Why Support Accountable Care Organizations?
Posted by Magnolia Gibson and Eric Kupersmith, MD, SFHM on August 3, 2018
A College Student’s Perspective on ACOs.
Besides worrying about the uncertainty of finding a job paying off my student loans after college, the possibility of not having access to health care keeps me up at night. I’m entering my junior year at Rider University studying political science, and I’m a summer intern with Cooper’s Population Management team for the summer.
I asked my mentor Dr. Kupersmith, why should we care about Accountable Care Organizations? As an internal medicine doctor, he explained that our country’s current healthcare system is unsustainable for our health and our parent’s health. We spend way too much on healthcare. To maximize the value of the system, providers must offer every patient high quality care at a low cost. As a result, the ACO model allows the healthcare system to profit while the patient receives exceptional treatment. It eliminates the redundancy of treatment by encouraging the provider to serve the patient right the first time. Additionally, ACOs reduce the likelihood of patients being readmitted, while rewarding physicians for effectively handling them. Dr. Kupersmith enjoys giving patients the freedom to live their best healthy life while being rewarded for providing a compassionate approach to care.
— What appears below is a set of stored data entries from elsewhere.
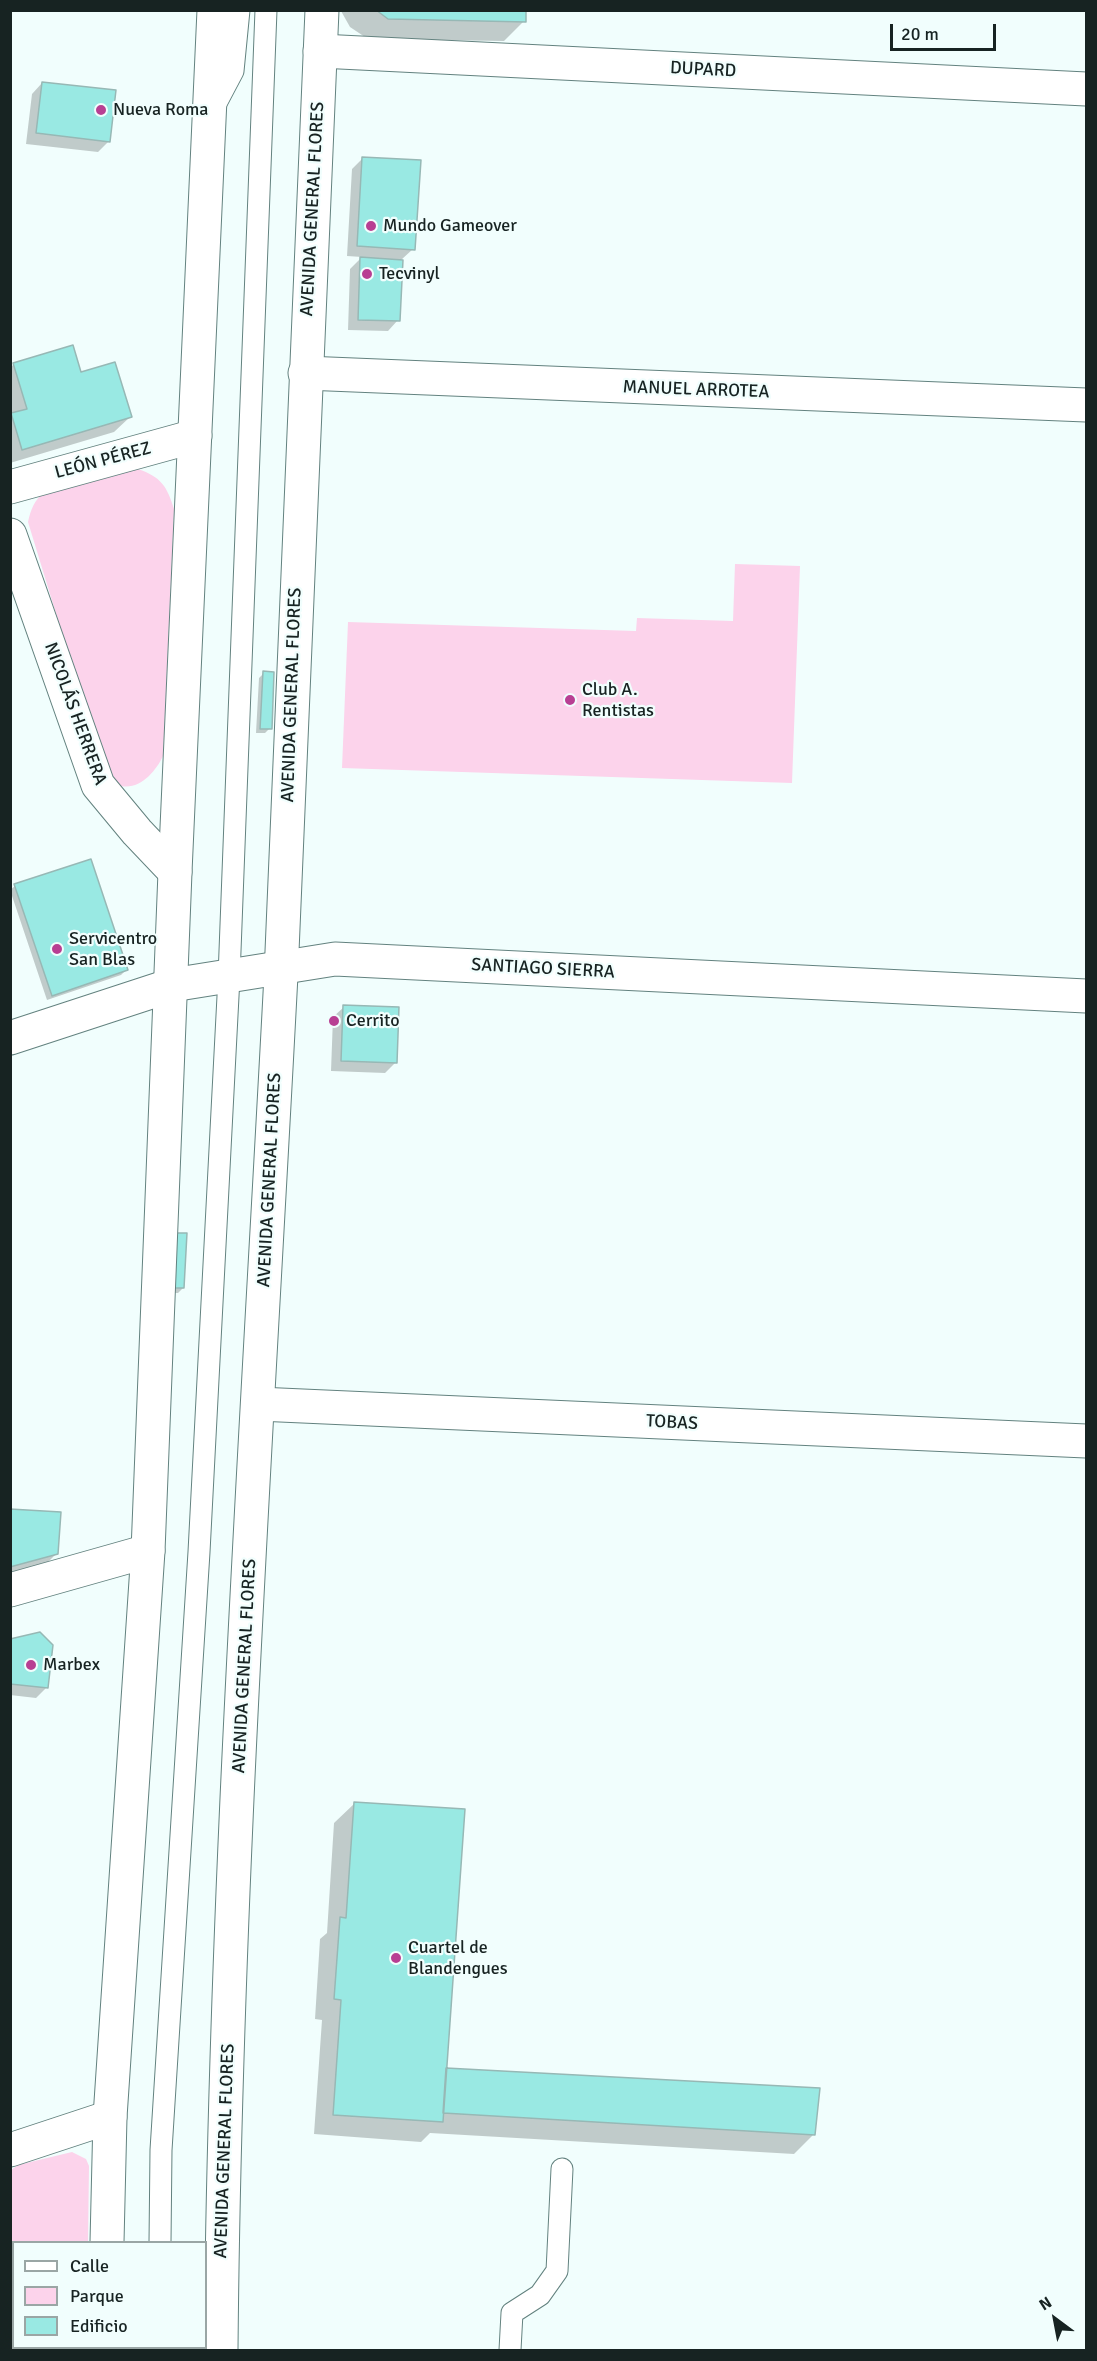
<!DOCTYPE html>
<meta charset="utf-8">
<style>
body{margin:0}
#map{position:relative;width:1097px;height:2361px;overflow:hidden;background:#f1fefd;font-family:Signika,sans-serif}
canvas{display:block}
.frame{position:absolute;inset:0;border:12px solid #172322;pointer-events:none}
.legend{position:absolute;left:12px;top:2241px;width:195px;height:108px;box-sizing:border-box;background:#f1fefd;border:2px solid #9aa6a5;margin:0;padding:8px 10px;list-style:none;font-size:18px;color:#172322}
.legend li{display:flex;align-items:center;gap:12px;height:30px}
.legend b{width:30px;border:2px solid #9aa6a5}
.north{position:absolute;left:1025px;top:2289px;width:60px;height:60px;-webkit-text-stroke:4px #f1fefd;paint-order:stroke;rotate:328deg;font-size:16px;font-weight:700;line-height:24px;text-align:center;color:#172322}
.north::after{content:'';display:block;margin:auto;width:21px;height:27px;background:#172322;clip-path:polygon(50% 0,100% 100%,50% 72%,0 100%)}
.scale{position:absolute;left:890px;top:24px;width:106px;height:27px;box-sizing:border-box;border:3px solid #172322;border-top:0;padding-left:8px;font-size:18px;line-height:21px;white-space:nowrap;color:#172322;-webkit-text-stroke:4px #f1fefd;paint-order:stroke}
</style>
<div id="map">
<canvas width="1097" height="2361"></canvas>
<div class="frame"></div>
<ul class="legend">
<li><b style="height:8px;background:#fff"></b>Calle</li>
<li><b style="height:16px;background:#fcd3eb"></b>Parque</li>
<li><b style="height:16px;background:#99e9e3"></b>Edificio</li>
</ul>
<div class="north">N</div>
<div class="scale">20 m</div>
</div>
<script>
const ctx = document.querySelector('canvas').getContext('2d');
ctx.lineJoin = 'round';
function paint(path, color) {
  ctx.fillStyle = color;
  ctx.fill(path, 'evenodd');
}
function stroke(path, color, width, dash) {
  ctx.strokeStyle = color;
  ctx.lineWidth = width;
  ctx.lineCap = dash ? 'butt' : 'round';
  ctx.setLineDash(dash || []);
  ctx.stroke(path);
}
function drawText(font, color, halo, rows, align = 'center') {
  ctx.font = font + ' Signika,sans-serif';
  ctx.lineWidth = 4.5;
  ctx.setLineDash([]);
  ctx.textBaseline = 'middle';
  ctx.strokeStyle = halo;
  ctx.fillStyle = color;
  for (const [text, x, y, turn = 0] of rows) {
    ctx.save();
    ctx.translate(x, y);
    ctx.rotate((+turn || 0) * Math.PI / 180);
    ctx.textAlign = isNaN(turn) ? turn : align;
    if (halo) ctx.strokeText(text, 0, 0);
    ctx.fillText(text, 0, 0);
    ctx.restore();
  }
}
paint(new Path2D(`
 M 138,469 C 161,477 167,486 174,509 L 163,756 C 156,771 140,790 121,786 C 115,784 110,778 105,774 L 28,522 C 31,509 34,501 44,492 Z
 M 735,564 L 800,566 L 792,783 L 342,768 L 348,622 L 636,631 L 637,618 L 733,621 Z
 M 72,2152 L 86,2159 L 89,2166 L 88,2242 L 14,2242 L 13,2261 L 10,2251 L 11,2170 L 18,2165 Z`), '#fcd3eb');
paint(new Path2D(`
 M 525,10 L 524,21 L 504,41 L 368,39 L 350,27 L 341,11 Z
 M 42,83 L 109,141 L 98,152 L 26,144 L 32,94 Z
 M 363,158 L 413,249 L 401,260 L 398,320 L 388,331 L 348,330 L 350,269 L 362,257 L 347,256 L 352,169 Z
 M 14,364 L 80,374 L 130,417 L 114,432 L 10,463 L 10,368 Z
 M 264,673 L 270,728 L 265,733 L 256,733 L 259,678 Z
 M 15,886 L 126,970 L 121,975 L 47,1000 L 10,890 Z
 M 344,1007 L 396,1062 L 385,1073 L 331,1071 L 333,1017 Z
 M 171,1239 L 183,1288 L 178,1293 L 168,1293 Z
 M 10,1511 L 56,1554 L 46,1564 L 10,1574 Z
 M 10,1641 L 46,1688 L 36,1698 L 10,1695 Z
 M 355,1803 L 445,2069 L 814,2134 L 794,2154 L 430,2133 L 421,2142 L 314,2134 L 322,2020 L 315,2019 L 320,1939 L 327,1933 L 334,1823 Z`), '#0003');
const building = new Path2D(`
 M 376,10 L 526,10 L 526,22 L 388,19 Z
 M 42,82 L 116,90 L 110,142 L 36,133 Z
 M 362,157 L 421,160 L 415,250 L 357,246 Z
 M 360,257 L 403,260 L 400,321 L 358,320 Z
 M 73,345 L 81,372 L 115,362 L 132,417 L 22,450 L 11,413 L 27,409 L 13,363 Z
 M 263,671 L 274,672 L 272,729 L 260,729 Z
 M 91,859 L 128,970 L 52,996 L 14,884 Z
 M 343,1005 L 399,1007 L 397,1063 L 341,1061 Z
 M 175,1233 L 187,1233 L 184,1288 L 172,1288 Z
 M 10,1509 L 61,1512 L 58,1554 L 10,1567 Z
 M 40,1632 L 53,1645 L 48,1688 L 10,1684 L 10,1639 Z
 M 354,1802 L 465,1809 L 443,2122 L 333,2115 L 341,2000 L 334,1999 L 340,1917 L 346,1918 Z
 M 446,2068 L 820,2088 L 815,2135 L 443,2113 Z`);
paint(building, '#99e9e3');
stroke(building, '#97b8b5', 1.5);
const lane = new Path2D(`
 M 214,107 L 233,71 L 239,10
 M 160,2242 L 161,2150 L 199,1552 L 229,977 L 266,10
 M 158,2350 L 158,2348
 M 510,2350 L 512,2313 L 540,2295 L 557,2271 L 562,2169`);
const street = new Path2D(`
 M 320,51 L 1086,89
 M 305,373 L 1086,405
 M 10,487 L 195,436
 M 10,535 L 98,785 L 137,832 L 175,872
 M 10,1038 L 172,985 L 335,959 L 1086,996
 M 258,1404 L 1086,1441
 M 10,1590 L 148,1551
 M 10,2150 L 110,2117
 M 10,2328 L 14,2338`);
const secondary = new Path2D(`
 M 107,2242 L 110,2117 L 148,1551 L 175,872 L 214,10
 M 104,2350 L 104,2348
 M 221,2350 C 225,1892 257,1433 281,975 C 297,654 307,332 322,10`);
stroke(lane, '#63827f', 23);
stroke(street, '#63827f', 35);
stroke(secondary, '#63827f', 35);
stroke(lane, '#fff', 21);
stroke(street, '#fff', 33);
stroke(secondary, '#fff', 33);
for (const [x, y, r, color] of [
 [101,110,6,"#b83f93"],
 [371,226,6,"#b83f93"],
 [367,274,6,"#b83f93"],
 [570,700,6,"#b83f93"],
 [57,949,6,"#b83f93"],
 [334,1021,6,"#b83f93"],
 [31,1665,6,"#b83f93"],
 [396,1958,6,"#b83f93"]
]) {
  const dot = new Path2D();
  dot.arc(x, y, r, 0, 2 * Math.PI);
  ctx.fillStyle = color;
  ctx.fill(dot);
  stroke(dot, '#f1fefd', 2);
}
drawText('18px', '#172322', '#f1fefd', [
 ["DUPARD",703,70,3],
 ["AVENIDA GENERAL FLORES",313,209,-87],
 ["MANUEL ARROTEA",696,390,2],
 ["LEÓN PÉREZ",103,461,-15],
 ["AVENIDA GENERAL FLORES",292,695,-88],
 ["NICOLÁS HERRERA",75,714,70],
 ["SANTIAGO SIERRA",543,969,3],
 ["AVENIDA GENERAL FLORES",270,1180,-87],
 ["TOBAS",672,1423,3],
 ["AVENIDA GENERAL FLORES",245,1666,-87],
 ["AVENIDA GENERAL FLORES",225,2151,-88]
]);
drawText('18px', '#172322', '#f1fefd', [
 ["Nueva Roma",113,110],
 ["Mundo Gameover",383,226],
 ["Tecvinyl",379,274],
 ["Club A.",582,690],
 ["Rentistas",582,711],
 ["Servicentro",69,939],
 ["San Blas",69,960],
 ["Cerrito",346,1021],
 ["Marbex",43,1665],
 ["Cuartel de",408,1948],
 ["Blandengues",408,1969]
], 'left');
</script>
For the future, Dr. Kupersmith is very optimistic about the growth of ACOs. He sees an expansion of incentives to motivate organizations to join ACOs along with penalties to systems that don’t comply. My internship at Cooper and my political studies made me realize the importance of the ACO environment, and the government must support the movement for a meaningful impact. I’m at ease knowing that my family and I can reap the benefits of being a part of an ACO centric society. My generation has the power to change the way healthcare operates, while allowing our parents and generations to come to lead long, fruitful lives.